Exercise goal => Copy out the entries that follow exactly, leaving out the pictures.

Input for this task =>
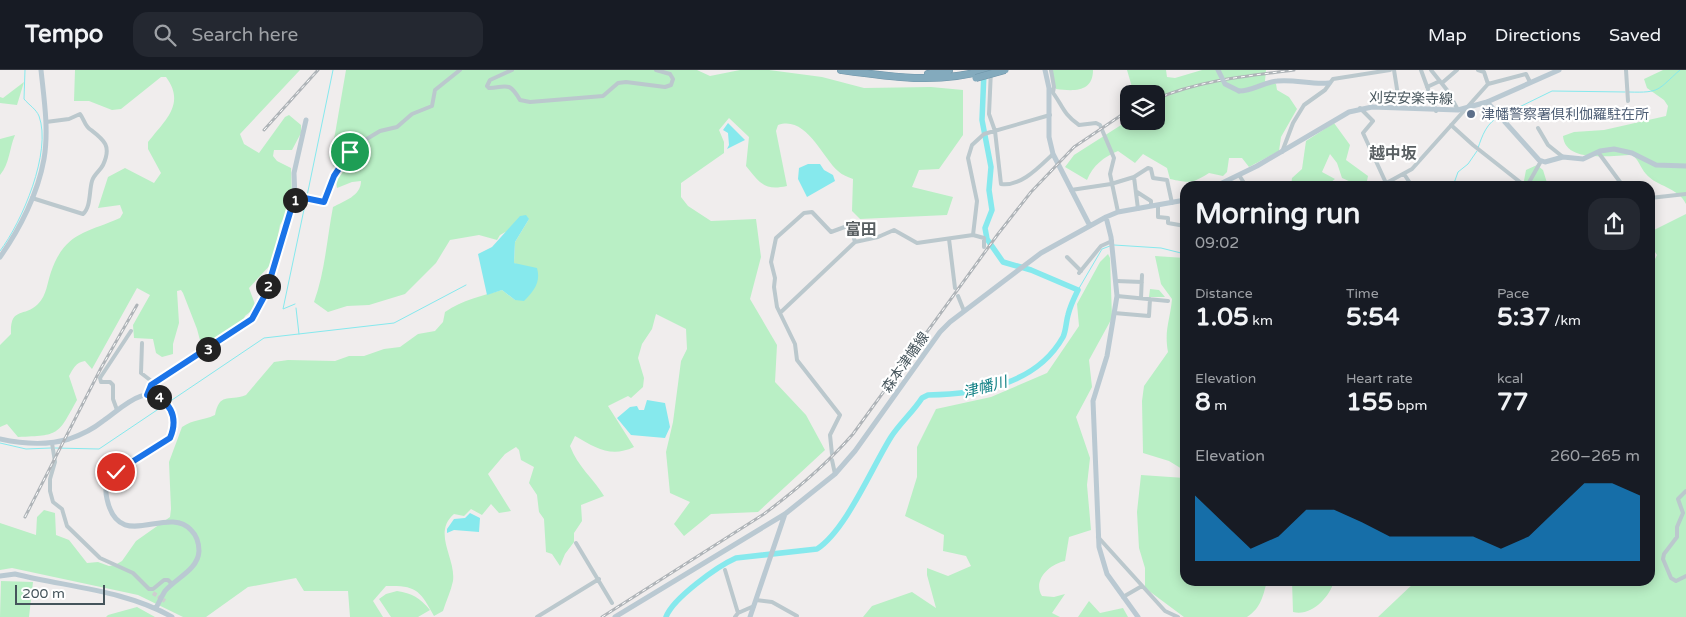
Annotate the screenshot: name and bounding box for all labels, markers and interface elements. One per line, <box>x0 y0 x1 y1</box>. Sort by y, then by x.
search box <box>133 12 483 57</box>
text: Tempo <box>25 20 103 49</box>
icon: search <box>151 21 179 49</box>
text: Search here <box>191 24 298 46</box>
text: Map <box>1428 24 1467 46</box>
text: Directions <box>1495 24 1581 46</box>
text: Saved <box>1609 24 1661 46</box>
map controls <box>1120 85 1165 130</box>
button: layers <box>1120 85 1165 130</box>
street label: 刈安安楽寺線 <box>1369 89 1453 108</box>
place label: 津幡警察署倶利伽羅駐在所 <box>1481 106 1649 123</box>
marker: 津幡警察署倶利伽羅駐在所 <box>1465 108 1477 120</box>
pin <box>329 131 371 173</box>
icon: arrive <box>336 138 364 166</box>
district label: 越中坂 <box>1369 144 1417 164</box>
pin: 1 <box>282 188 308 212</box>
text: 1 <box>291 192 300 209</box>
text: Morning run <box>1195 197 1360 231</box>
button: share <box>1588 198 1640 250</box>
district label: 富田 <box>845 220 877 240</box>
text: 09:02 <box>1195 233 1239 253</box>
pin: 2 <box>256 274 280 298</box>
text: 2 <box>264 278 273 295</box>
text: Distance <box>1195 285 1253 302</box>
text: Time <box>1346 285 1379 302</box>
text: Pace <box>1497 285 1529 302</box>
text: 1.05 <box>1195 302 1249 332</box>
text: 5:54 <box>1346 302 1400 332</box>
text: 5:37 <box>1497 302 1551 332</box>
text: km <box>1249 312 1273 329</box>
text: /km <box>1551 312 1581 329</box>
street label: 森本津幡線 <box>878 329 932 396</box>
pin: 3 <box>196 336 220 362</box>
text: 3 <box>204 341 213 358</box>
text: Elevation <box>1195 370 1256 387</box>
text: Heart rate <box>1346 370 1413 387</box>
text: kcal <box>1497 370 1523 387</box>
water label: 津幡川 <box>961 372 1011 402</box>
pin: 4 <box>146 384 172 410</box>
text: 8 <box>1195 387 1211 417</box>
text: 155 <box>1346 387 1393 417</box>
text: 77 <box>1497 387 1528 417</box>
text: 4 <box>155 389 164 406</box>
text: m <box>1211 397 1227 414</box>
text: bpm <box>1393 397 1427 414</box>
text: Elevation <box>1195 446 1265 466</box>
text: 260–265 m <box>1550 446 1640 466</box>
pin <box>95 451 137 493</box>
icon: check <box>102 458 130 486</box>
scale bar <box>15 582 105 605</box>
text: 200 m <box>22 585 65 602</box>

Expected answer =>
Annotate the screenshot: name and bounding box for all labels, markers and interface elements. One per line, <box>x0 y0 x1 y1</box>. Sort by y, then by x.
search box <box>133 12 483 57</box>
text: Tempo <box>25 20 103 49</box>
icon: search <box>151 21 179 49</box>
text: Search here <box>191 24 298 46</box>
text: Map <box>1428 24 1467 46</box>
text: Directions <box>1495 24 1581 46</box>
text: Saved <box>1609 24 1661 46</box>
map controls <box>1120 85 1165 130</box>
button: layers <box>1120 85 1165 130</box>
street label: 刈安安楽寺線 <box>1369 89 1453 108</box>
place label: 津幡警察署倶利伽羅駐在所 <box>1481 106 1649 123</box>
marker: 津幡警察署倶利伽羅駐在所 <box>1465 108 1477 120</box>
pin <box>329 131 371 173</box>
icon: arrive <box>336 138 364 166</box>
district label: 越中坂 <box>1369 144 1417 164</box>
pin: 1 <box>282 188 308 212</box>
text: 1 <box>291 192 300 209</box>
text: Morning run <box>1195 197 1360 231</box>
button: share <box>1588 198 1640 250</box>
district label: 富田 <box>845 220 877 240</box>
text: 09:02 <box>1195 233 1239 253</box>
pin: 2 <box>256 274 280 298</box>
text: 2 <box>264 278 273 295</box>
text: Distance <box>1195 285 1253 302</box>
text: Time <box>1346 285 1379 302</box>
text: Pace <box>1497 285 1529 302</box>
text: 1.05 <box>1195 302 1249 332</box>
text: 5:54 <box>1346 302 1400 332</box>
text: 5:37 <box>1497 302 1551 332</box>
text: km <box>1249 312 1273 329</box>
text: /km <box>1551 312 1581 329</box>
street label: 森本津幡線 <box>878 329 932 396</box>
pin: 3 <box>196 336 220 362</box>
text: 3 <box>204 341 213 358</box>
text: Elevation <box>1195 370 1256 387</box>
text: Heart rate <box>1346 370 1413 387</box>
text: kcal <box>1497 370 1523 387</box>
water label: 津幡川 <box>961 372 1011 402</box>
pin: 4 <box>146 384 172 410</box>
text: 8 <box>1195 387 1211 417</box>
text: 155 <box>1346 387 1393 417</box>
text: 77 <box>1497 387 1528 417</box>
text: 4 <box>155 389 164 406</box>
text: m <box>1211 397 1227 414</box>
text: bpm <box>1393 397 1427 414</box>
text: Elevation <box>1195 446 1265 466</box>
text: 260–265 m <box>1550 446 1640 466</box>
pin <box>95 451 137 493</box>
icon: check <box>102 458 130 486</box>
scale bar <box>15 582 105 605</box>
text: 200 m <box>22 585 65 602</box>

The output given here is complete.